» **Directions**
From the entries below, copy every line holding the word "Reef".

Collected data entries
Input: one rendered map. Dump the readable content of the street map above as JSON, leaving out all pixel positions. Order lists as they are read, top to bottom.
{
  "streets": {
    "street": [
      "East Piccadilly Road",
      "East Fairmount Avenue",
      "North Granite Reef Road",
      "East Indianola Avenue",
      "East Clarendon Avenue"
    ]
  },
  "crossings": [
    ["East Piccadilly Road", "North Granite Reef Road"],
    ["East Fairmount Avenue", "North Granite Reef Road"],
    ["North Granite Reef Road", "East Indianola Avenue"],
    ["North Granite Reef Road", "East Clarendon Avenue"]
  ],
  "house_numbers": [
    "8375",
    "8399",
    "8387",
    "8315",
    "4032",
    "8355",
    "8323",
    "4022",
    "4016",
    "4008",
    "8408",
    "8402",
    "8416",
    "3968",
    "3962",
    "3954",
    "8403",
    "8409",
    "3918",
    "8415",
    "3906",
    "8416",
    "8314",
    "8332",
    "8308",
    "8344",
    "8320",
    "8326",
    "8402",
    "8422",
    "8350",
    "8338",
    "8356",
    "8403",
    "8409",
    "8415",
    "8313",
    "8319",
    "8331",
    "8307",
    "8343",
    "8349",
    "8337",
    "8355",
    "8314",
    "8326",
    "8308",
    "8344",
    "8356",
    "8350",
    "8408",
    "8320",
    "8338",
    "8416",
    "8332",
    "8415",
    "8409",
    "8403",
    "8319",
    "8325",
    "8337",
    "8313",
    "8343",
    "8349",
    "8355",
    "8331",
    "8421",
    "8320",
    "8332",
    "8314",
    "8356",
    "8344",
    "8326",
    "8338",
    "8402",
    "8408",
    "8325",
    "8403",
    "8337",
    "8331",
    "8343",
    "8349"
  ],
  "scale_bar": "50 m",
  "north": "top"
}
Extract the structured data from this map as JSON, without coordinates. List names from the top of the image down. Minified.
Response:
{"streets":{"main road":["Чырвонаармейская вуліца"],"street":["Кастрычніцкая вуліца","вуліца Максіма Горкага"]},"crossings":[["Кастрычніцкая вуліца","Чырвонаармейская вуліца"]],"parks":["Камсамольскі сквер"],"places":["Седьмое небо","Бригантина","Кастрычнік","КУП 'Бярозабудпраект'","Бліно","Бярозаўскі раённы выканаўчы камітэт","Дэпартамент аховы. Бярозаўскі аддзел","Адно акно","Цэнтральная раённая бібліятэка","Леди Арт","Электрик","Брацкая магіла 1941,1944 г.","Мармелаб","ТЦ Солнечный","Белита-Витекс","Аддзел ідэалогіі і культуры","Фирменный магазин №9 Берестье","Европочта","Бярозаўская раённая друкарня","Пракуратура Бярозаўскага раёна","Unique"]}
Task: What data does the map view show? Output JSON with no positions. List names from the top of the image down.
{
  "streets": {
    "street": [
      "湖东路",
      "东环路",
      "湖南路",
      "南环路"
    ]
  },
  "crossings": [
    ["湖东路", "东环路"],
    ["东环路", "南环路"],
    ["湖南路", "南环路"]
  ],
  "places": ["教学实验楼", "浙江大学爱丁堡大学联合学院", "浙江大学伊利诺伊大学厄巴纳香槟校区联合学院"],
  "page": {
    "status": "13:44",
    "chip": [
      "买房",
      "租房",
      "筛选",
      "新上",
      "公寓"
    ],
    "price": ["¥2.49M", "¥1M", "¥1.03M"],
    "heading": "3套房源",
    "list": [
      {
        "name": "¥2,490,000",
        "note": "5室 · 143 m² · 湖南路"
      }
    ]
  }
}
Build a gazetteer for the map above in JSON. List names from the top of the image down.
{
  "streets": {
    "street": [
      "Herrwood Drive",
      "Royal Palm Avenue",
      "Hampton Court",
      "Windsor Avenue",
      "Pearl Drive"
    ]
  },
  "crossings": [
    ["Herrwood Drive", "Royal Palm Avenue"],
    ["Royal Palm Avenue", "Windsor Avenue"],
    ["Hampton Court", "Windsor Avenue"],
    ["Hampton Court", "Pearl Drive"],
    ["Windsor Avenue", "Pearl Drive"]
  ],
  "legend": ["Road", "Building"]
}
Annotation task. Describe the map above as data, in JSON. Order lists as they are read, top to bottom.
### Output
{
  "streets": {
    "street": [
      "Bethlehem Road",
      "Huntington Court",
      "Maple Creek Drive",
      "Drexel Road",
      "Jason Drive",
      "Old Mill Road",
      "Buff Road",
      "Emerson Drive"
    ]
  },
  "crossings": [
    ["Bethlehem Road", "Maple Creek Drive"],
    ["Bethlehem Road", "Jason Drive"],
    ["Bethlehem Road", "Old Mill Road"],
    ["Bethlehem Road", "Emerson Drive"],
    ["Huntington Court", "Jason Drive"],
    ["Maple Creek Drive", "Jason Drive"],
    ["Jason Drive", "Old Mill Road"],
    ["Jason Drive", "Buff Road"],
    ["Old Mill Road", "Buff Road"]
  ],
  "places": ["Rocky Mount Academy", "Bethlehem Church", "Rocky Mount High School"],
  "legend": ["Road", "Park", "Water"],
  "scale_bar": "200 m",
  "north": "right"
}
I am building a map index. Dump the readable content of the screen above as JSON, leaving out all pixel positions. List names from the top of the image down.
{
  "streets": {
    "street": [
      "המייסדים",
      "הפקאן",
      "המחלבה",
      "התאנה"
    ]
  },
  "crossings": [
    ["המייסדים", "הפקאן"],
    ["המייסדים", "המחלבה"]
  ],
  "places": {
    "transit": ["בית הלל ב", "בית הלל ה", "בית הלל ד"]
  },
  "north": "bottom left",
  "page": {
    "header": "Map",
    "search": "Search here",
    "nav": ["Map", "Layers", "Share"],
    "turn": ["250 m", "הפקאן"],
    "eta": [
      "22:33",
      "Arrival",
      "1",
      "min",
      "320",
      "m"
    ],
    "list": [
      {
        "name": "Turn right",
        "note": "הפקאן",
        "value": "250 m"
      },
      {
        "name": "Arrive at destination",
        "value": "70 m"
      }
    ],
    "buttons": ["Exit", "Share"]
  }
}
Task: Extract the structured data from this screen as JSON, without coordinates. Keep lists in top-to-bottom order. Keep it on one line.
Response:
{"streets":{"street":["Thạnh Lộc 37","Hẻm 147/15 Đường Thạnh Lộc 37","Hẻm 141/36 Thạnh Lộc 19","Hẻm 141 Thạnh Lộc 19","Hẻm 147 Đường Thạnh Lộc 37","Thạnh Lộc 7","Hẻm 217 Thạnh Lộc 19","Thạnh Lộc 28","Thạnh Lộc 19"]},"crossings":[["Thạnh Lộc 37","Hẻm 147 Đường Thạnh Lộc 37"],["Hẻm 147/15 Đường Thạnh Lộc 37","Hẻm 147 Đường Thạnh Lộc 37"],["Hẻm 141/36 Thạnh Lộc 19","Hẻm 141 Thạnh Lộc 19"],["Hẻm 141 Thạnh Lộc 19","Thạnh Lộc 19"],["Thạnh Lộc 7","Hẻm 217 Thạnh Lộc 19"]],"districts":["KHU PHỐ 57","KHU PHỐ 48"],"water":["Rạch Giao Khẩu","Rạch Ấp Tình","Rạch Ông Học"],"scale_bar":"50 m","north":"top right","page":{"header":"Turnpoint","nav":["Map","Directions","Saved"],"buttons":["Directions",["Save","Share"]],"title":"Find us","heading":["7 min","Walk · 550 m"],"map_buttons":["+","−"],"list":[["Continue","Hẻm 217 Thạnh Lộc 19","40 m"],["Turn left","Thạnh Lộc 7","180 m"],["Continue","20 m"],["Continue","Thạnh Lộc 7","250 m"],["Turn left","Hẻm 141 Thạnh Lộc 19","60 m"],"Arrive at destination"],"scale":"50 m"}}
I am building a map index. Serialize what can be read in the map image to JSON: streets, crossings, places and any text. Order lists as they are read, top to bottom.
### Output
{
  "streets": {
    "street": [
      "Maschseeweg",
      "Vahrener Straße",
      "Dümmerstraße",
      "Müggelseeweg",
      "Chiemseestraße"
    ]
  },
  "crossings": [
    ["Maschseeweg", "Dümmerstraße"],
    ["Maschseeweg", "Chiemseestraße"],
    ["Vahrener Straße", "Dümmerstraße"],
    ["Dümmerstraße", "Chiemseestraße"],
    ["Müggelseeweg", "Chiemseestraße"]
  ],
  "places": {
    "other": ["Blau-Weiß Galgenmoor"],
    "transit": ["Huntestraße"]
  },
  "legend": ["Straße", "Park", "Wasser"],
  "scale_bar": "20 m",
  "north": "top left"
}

» **Exercise answer**
      "North Granite Reef Road",
    ["East Piccadilly Road", "North Granite Reef Road"],
    ["East Fairmount Avenue", "North Granite Reef Road"],
    ["North Granite Reef Road", "East Indianola Avenue"],
    ["North Granite Reef Road", "East Clarendon Avenue"]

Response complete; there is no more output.